For point queries, the overhead of the fine-grained system lowers its throughput significantly compared to the coarse-grained and hybrid approach. For a higher number of clients, however, the impact of the skewed data access shows. The fine-grained system with its more evenly distributed data is almost unaffected. The throughput of the coarse-grained system, on the other hand, begins to decrease when 80 clients have been exceeded. And while the hybrid system does not increase its throughput anymore, it remains mostly stable and manages to be the highest throughput system for all tested numbers of clients.
For range queries, the designs behave differently. The coarse-grained system stagnates immediately. Both the fine-grained and hybrid systems appear to have linearly growing throughput with an increasing number of clients. The fine-grained system appears to be faster; however, the difference is only pronounced on queries with low selectivity. Otherwise, the hybrid approach is close to identical to the fine-grained approach.

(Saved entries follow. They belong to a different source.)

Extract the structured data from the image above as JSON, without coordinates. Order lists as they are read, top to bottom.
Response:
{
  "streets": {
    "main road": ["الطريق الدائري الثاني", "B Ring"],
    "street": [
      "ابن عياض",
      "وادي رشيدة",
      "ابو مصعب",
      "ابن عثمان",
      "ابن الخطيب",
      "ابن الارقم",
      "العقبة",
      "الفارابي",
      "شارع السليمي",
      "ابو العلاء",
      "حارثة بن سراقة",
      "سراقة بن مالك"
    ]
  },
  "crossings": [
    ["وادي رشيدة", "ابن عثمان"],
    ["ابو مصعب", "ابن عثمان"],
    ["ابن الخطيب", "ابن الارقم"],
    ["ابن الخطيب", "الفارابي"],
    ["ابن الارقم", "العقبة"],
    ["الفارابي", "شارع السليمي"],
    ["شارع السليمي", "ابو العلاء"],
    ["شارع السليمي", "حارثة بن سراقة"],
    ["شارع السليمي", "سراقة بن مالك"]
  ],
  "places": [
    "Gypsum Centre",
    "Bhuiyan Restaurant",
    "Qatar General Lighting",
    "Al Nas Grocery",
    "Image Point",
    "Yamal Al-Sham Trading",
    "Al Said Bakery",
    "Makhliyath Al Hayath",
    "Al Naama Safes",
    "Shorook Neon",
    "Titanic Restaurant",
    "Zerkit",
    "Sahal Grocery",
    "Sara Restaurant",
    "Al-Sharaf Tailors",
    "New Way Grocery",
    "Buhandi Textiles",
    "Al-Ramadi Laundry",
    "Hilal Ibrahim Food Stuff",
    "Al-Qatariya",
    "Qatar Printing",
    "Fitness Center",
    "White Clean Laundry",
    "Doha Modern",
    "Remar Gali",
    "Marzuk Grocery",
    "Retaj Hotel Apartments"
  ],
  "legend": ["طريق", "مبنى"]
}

The hybrid approach manages to take advantage of the strengths of the more extreme approaches while mitigating their weaknesses. While it is not the fastest in every regard, it is the most robust across the board and performed well independently of the workload.
Part 5: Conclusion
As shown above, database systems can be scaled significantly by connecting multiple servers via a network. The former bottleneck in the network connection can be overcome by using modern high-speed connections and communicating with RDMA to avoid costly overhead. This also enables logical separation of computation and memory so they can be scaled independently. Important memory structures and often accessed data can be distributed over multiple machines. An intelligent indexing structure ensures that the risk of performance losses to contention or load imbalance is kept to a minimum. With all that in place an easily scalable database backend for real-time oriented data analysis systems is possible.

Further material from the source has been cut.